START Available records

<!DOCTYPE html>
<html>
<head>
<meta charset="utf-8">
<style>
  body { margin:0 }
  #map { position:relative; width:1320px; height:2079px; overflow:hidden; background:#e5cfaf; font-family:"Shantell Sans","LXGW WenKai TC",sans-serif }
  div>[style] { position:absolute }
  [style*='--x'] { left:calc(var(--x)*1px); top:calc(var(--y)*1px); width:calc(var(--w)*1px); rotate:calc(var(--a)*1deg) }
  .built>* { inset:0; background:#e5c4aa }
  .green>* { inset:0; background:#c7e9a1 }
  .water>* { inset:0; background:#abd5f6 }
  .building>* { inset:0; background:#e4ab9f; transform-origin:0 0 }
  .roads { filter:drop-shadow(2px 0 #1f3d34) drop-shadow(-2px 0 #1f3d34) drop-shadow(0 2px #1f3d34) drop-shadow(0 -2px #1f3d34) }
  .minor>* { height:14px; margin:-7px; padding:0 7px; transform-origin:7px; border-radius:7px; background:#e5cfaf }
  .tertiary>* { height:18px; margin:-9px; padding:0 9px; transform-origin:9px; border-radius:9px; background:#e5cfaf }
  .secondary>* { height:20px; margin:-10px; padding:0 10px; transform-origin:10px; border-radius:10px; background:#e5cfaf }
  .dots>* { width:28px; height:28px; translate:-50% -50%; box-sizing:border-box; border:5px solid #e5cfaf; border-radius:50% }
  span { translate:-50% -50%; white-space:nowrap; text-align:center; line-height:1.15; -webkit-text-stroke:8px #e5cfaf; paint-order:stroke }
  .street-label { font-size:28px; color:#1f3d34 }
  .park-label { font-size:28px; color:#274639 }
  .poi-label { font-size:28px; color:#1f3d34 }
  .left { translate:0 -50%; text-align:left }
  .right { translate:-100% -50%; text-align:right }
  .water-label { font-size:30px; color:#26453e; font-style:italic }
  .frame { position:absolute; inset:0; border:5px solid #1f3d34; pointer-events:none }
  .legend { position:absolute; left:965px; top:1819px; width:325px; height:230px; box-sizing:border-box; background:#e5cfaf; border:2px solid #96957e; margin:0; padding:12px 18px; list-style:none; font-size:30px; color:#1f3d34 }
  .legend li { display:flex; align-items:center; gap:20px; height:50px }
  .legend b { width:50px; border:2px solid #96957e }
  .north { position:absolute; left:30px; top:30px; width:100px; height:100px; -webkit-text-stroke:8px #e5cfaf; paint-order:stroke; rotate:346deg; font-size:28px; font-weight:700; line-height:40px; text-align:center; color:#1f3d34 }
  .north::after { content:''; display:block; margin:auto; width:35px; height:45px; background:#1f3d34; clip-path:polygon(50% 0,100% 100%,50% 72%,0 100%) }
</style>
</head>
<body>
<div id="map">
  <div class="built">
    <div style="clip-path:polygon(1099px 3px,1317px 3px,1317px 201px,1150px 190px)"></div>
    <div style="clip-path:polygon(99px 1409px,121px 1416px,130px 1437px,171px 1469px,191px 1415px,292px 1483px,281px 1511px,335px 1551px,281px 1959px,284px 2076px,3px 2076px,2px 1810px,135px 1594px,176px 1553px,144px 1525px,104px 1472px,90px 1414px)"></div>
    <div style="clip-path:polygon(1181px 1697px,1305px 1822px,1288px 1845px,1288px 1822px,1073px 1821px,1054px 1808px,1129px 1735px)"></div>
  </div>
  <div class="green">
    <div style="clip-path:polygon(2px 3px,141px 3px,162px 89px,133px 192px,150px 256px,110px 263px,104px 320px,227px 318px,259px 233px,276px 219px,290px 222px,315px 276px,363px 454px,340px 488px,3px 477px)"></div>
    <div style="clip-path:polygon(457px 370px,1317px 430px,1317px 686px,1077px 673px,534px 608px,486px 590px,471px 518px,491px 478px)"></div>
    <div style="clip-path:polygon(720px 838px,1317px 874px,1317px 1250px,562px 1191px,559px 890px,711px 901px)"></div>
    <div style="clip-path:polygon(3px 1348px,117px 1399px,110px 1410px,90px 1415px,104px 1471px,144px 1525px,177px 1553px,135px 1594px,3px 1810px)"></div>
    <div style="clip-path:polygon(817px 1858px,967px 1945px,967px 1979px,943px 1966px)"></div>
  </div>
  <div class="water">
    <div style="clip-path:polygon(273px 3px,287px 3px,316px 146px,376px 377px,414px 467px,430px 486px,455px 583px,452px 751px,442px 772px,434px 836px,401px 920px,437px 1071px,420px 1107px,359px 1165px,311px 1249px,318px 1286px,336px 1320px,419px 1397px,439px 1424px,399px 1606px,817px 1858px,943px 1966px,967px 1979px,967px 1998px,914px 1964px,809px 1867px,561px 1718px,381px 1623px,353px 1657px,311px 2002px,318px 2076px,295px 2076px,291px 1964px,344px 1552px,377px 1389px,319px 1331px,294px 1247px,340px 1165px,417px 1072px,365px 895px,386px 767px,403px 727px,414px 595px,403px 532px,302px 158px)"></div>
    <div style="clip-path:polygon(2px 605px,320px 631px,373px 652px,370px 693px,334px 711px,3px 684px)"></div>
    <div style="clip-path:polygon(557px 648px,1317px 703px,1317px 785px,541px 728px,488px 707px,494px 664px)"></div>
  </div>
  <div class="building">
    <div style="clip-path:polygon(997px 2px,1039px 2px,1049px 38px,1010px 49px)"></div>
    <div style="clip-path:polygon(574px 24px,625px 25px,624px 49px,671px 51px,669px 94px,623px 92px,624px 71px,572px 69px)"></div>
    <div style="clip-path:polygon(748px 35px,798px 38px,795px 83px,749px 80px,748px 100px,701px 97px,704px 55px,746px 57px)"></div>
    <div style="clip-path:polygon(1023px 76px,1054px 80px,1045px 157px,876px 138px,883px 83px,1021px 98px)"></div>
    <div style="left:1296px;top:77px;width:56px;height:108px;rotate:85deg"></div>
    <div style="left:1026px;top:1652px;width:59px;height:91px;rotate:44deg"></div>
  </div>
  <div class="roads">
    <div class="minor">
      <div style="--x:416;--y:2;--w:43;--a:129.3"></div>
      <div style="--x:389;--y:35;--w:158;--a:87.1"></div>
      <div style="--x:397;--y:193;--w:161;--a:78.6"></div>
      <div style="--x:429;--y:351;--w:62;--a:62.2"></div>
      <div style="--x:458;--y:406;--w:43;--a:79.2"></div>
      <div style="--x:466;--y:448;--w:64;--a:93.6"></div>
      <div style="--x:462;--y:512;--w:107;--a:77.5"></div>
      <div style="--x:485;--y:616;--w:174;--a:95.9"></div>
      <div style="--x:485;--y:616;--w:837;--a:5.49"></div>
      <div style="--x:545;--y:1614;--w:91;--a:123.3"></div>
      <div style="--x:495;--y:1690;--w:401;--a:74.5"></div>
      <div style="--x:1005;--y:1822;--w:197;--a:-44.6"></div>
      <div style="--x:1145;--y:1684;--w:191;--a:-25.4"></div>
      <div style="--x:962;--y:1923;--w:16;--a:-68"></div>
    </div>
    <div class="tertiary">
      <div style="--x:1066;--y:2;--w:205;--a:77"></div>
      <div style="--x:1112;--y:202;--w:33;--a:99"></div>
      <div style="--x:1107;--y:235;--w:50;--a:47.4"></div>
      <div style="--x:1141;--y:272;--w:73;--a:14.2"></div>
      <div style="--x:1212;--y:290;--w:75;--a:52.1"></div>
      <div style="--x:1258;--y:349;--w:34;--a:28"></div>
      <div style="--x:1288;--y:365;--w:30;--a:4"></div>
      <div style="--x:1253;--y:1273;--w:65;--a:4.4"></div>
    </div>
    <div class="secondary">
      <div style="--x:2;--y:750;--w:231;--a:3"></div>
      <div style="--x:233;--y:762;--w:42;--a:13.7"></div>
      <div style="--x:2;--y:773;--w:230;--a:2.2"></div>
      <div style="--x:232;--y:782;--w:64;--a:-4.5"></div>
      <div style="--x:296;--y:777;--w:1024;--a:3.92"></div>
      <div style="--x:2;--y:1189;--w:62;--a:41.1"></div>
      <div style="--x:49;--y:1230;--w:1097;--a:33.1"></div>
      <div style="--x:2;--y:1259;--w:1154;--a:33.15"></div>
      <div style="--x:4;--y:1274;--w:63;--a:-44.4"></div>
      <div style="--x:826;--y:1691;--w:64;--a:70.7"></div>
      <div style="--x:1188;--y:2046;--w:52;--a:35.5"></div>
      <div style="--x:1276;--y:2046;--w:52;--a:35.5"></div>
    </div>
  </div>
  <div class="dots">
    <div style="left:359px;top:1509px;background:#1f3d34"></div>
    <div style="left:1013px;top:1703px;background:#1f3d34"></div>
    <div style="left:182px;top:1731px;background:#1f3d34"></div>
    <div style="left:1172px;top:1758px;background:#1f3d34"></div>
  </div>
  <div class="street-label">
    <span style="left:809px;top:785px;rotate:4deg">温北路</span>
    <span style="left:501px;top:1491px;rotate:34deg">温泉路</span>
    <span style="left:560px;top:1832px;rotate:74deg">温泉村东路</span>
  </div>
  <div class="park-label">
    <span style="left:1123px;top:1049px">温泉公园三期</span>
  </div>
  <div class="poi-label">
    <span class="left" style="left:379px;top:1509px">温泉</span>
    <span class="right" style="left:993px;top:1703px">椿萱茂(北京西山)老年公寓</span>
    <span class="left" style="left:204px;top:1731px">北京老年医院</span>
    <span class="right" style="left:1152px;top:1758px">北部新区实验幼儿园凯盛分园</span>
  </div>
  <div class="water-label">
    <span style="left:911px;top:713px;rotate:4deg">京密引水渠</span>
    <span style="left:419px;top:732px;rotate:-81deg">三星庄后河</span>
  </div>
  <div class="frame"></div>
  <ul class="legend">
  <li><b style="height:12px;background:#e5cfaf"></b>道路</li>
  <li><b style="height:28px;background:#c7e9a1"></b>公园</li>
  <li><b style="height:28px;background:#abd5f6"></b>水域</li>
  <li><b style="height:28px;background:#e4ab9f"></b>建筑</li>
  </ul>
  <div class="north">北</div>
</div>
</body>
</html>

END Available records

■ What to produce
Of the lines above, retype only those from the line containing "width:50px; border:2px solid" through the line containing "position:absolute; left:30px; top:30px;", including both, exactly.

■ Solution
  .legend b { width:50px; border:2px solid #96957e }
  .north { position:absolute; left:30px; top:30px; width:100px; height:100px; -webkit-text-stroke:8px #e5cfaf; paint-order:stroke; rotate:346deg; font-size:28px; font-weight:700; line-height:40px; text-align:center; color:#1f3d34 }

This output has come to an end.